▸ Records excerpted from a collection

● ● ● ●

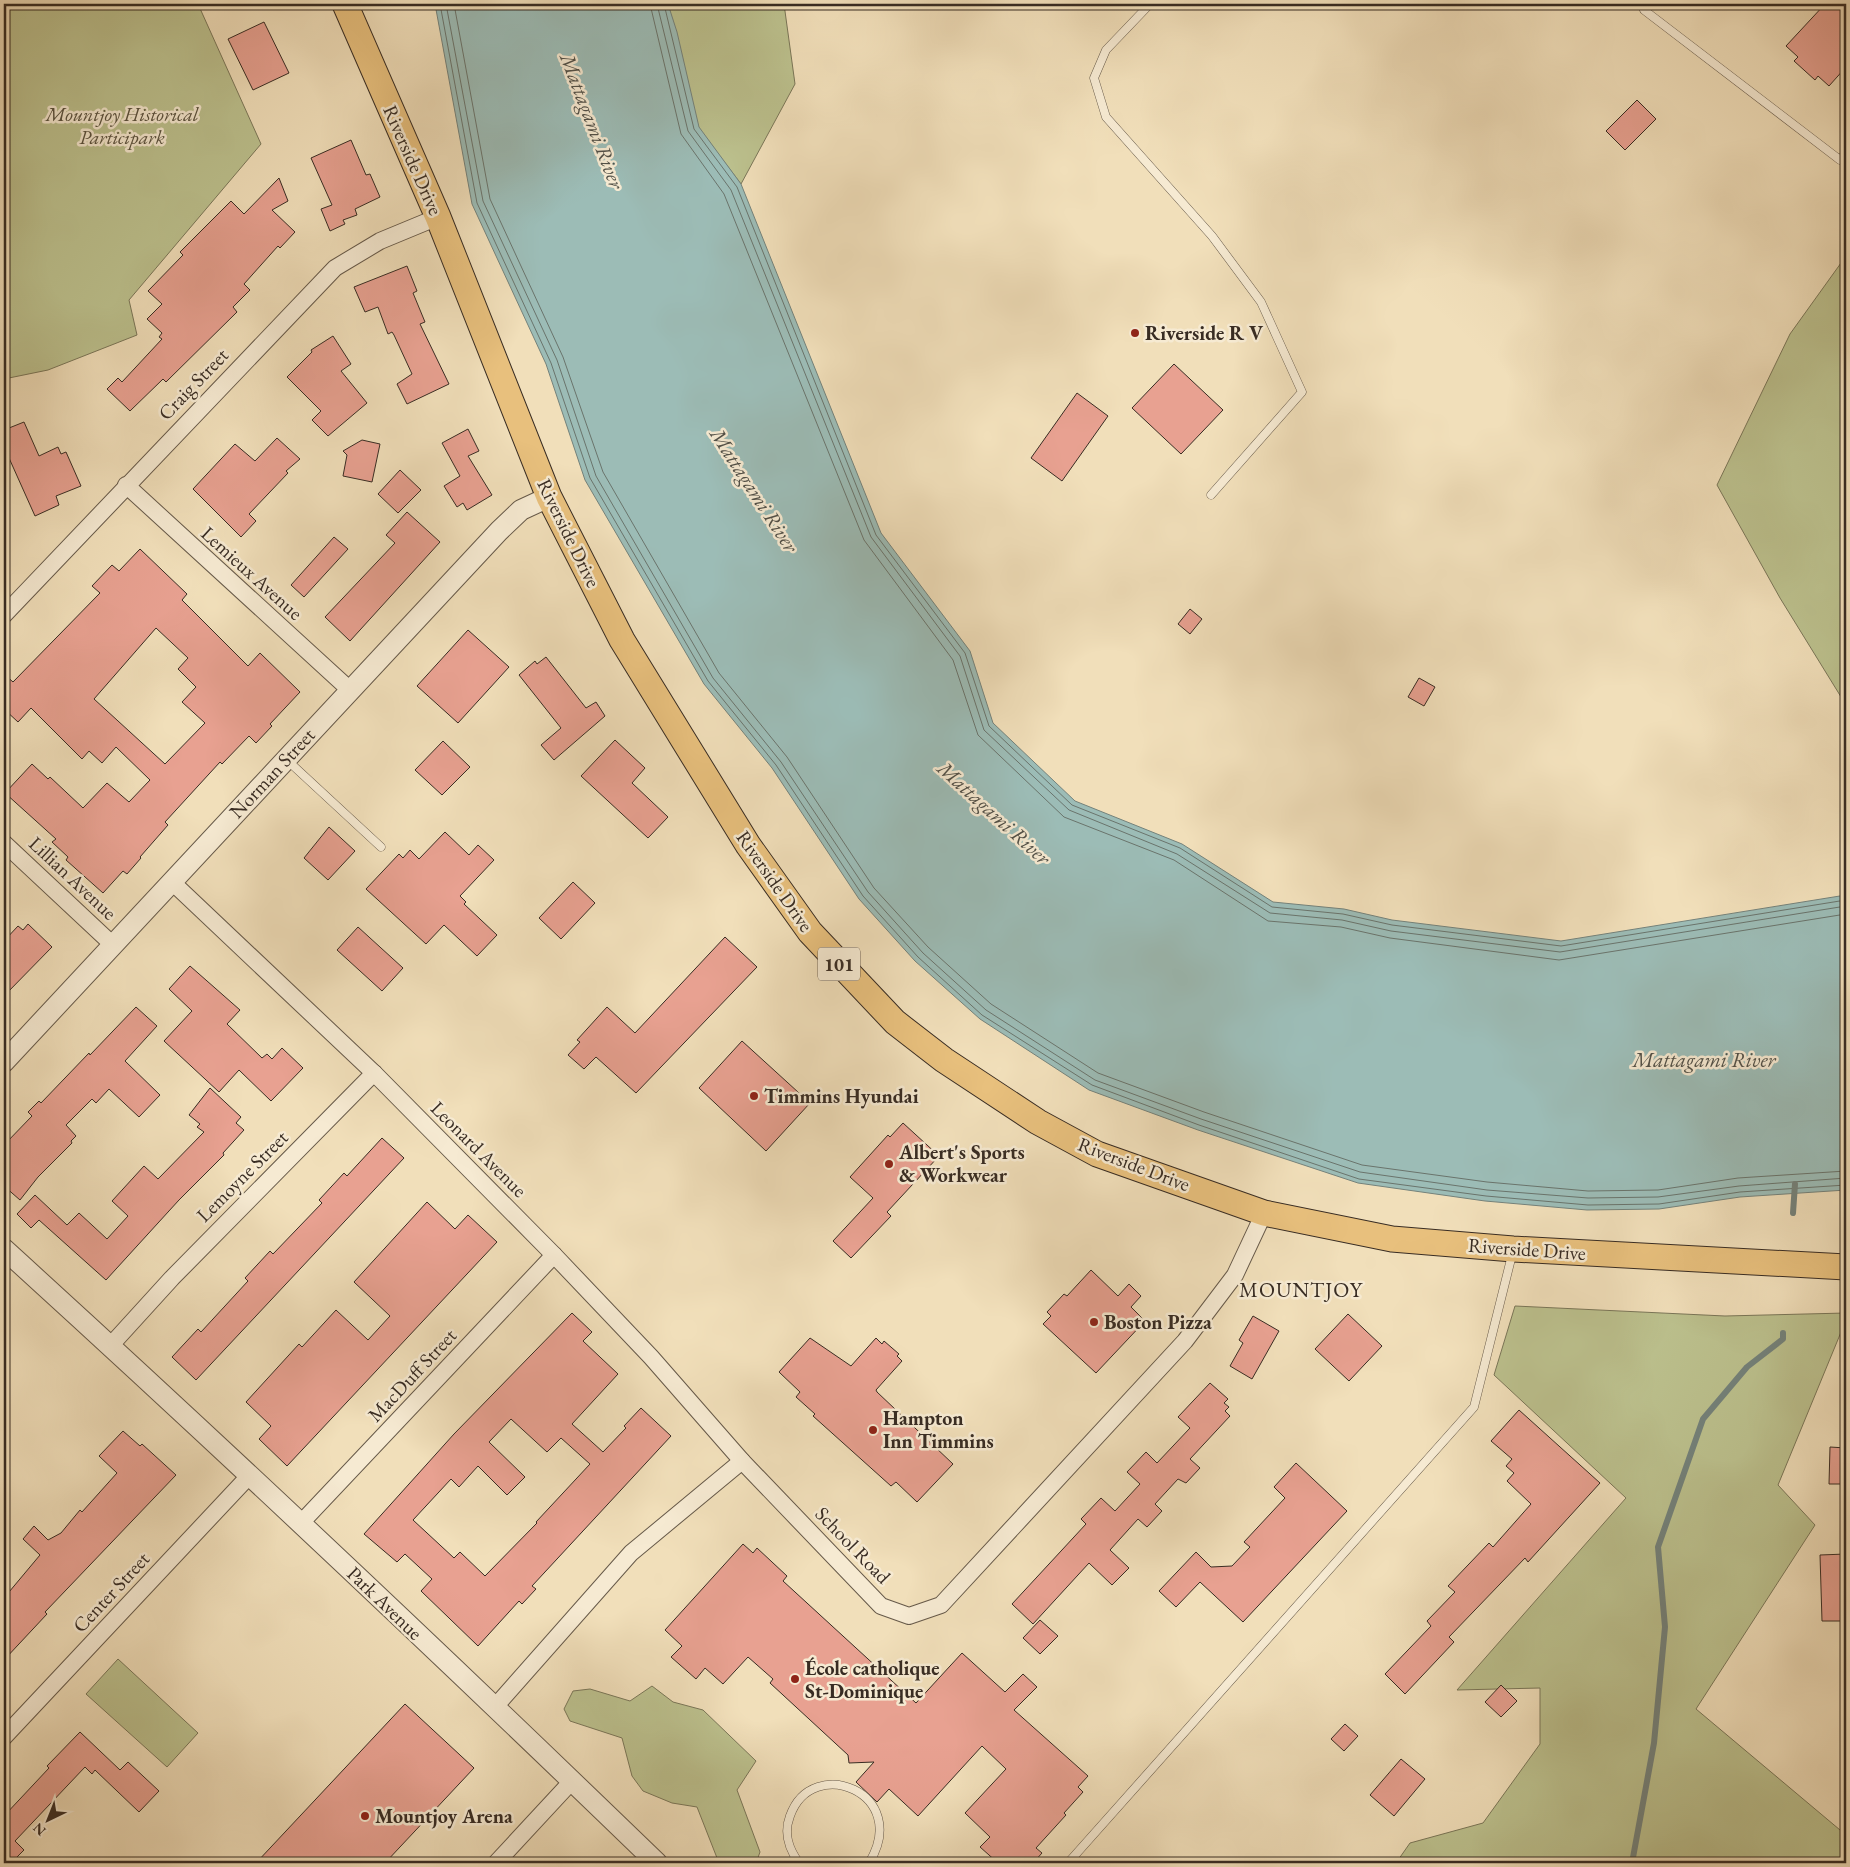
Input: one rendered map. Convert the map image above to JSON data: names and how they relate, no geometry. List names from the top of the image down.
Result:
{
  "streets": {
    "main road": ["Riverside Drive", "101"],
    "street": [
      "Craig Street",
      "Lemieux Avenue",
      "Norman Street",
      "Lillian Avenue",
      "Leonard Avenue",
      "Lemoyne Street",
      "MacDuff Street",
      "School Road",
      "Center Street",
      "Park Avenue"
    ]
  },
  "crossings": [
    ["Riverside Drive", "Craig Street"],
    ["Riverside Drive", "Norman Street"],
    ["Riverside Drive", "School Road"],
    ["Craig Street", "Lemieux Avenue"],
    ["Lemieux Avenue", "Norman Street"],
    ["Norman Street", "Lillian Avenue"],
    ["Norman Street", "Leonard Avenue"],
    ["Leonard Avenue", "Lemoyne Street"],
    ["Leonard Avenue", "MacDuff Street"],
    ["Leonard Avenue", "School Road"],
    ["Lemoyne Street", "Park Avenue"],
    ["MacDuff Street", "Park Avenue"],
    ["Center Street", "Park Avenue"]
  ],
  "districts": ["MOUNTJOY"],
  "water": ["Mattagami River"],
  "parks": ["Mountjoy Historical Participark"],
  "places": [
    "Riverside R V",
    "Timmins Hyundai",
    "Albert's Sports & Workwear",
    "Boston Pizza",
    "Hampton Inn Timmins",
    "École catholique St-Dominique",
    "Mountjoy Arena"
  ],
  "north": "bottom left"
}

● ● ● ●

▸ PROBLEM STATEMENT
All lines above with the word "Riverside" need to be reported.

▸ ANSWER SPACE
    "main road": ["Riverside Drive", "101"],
    ["Riverside Drive", "Craig Street"],
    ["Riverside Drive", "Norman Street"],
    ["Riverside Drive", "School Road"],
    "Riverside R V",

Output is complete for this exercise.